The shift highlights a growing tension between safety safeguards and raw model performance, potentially reshaping developer loyalty in the generative‑AI market.

Key Takeaways

  • Opus 4.7 adds self‑verification, causing frequent response resets
  • Users report slower reasoning and lower quality than 4.6
  • Anthropic limits reasoning tokens, perceived as performance throttling
  • OpenAI launches Codex updates targeting developers amid Anthropic backlash
  • Term 'AI shrinkflation' reflects same price, reduced capability

Pulse Analysis

Anthropic’s Claude Opus 4.7 arrived with high‑profile promises: deeper context windows, more rigorous reasoning, and an internal self‑check that should improve answer fidelity. In practice, the model’s heightened literalness forces prompt engineers to rewrite prompts, while its new self‑doubt routine triggers repeated “thinking” cycles. This design choice reflects Anthropic’s broader safety agenda, aiming to curb over‑confident hallucinations that have plagued earlier releases. However, the trade‑off is palpable—responses now feel tentative, slower, and occasionally incomplete, prompting a wave of criticism from power users who expected a clear upgrade over Opus 4.6.

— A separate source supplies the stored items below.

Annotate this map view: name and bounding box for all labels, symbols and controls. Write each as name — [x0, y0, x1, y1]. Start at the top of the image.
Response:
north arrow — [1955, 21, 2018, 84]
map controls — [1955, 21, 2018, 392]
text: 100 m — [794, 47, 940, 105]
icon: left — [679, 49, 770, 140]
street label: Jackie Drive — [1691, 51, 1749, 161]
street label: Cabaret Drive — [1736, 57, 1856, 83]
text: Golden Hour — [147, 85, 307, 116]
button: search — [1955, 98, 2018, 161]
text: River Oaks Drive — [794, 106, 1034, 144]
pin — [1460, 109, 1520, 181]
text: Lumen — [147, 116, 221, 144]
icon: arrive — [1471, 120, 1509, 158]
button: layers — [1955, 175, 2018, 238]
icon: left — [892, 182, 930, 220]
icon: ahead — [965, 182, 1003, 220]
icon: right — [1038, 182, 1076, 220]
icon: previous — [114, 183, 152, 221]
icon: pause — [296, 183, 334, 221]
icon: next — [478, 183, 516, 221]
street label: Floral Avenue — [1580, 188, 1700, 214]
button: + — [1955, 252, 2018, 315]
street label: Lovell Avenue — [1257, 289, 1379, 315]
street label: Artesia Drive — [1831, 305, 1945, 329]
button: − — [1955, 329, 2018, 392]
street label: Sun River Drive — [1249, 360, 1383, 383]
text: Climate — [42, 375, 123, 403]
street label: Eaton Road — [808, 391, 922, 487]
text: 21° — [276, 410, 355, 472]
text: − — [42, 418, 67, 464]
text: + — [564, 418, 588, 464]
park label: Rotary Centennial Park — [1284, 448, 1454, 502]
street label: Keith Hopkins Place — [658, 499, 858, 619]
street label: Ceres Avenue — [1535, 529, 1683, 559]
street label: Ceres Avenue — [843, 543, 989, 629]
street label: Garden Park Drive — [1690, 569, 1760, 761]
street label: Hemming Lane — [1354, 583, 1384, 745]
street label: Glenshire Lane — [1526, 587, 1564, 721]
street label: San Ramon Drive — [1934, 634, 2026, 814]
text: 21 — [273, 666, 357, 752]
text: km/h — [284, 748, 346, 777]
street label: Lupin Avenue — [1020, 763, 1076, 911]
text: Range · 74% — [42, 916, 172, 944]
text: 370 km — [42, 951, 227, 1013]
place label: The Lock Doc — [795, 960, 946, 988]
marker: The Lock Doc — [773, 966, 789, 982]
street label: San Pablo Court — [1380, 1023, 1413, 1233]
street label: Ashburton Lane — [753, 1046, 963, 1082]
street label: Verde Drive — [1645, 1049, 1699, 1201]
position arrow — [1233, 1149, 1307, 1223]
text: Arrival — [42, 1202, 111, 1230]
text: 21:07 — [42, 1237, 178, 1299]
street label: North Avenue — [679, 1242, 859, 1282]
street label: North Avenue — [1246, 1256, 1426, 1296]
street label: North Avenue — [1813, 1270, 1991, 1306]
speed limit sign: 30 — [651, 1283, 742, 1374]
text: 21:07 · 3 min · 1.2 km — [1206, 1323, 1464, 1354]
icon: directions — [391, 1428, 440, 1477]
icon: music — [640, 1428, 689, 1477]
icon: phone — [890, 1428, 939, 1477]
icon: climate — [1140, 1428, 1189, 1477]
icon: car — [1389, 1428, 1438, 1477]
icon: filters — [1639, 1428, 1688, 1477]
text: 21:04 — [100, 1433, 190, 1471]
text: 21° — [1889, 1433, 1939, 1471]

The community’s reaction has crystallized around the notion of “AI shrinkflation,” a phrase borrowed from consumer economics to describe a product that retains its price but delivers less functional value. Developers report that the model burns fewer reasoning tokens per query, effectively throttling its own cognitive bandwidth. Combined with stricter alignment filters, this creates a perception of a “lite” version of the flagship model, eroding trust among those paying $20 per month for premium performance. Analysts argue this may be a deliberate cost‑control measure, as inference expenses rise with larger context windows and more complex safety layers.

Competitors are poised to capitalize on the discontent. OpenAI’s recent Codex rollout emphasizes seamless integration with developer workflows—reviewing pull requests, multi‑file navigation, and remote devbox access—directly addressing the productivity gaps users cite with Opus 4.7. If Anthropic does not recalibrate the balance between safety and capability, it risks ceding market share in the lucrative developer segment. The episode underscores a broader industry challenge: delivering powerful, reliable AI while managing the ethical and financial pressures of large‑scale model deployment.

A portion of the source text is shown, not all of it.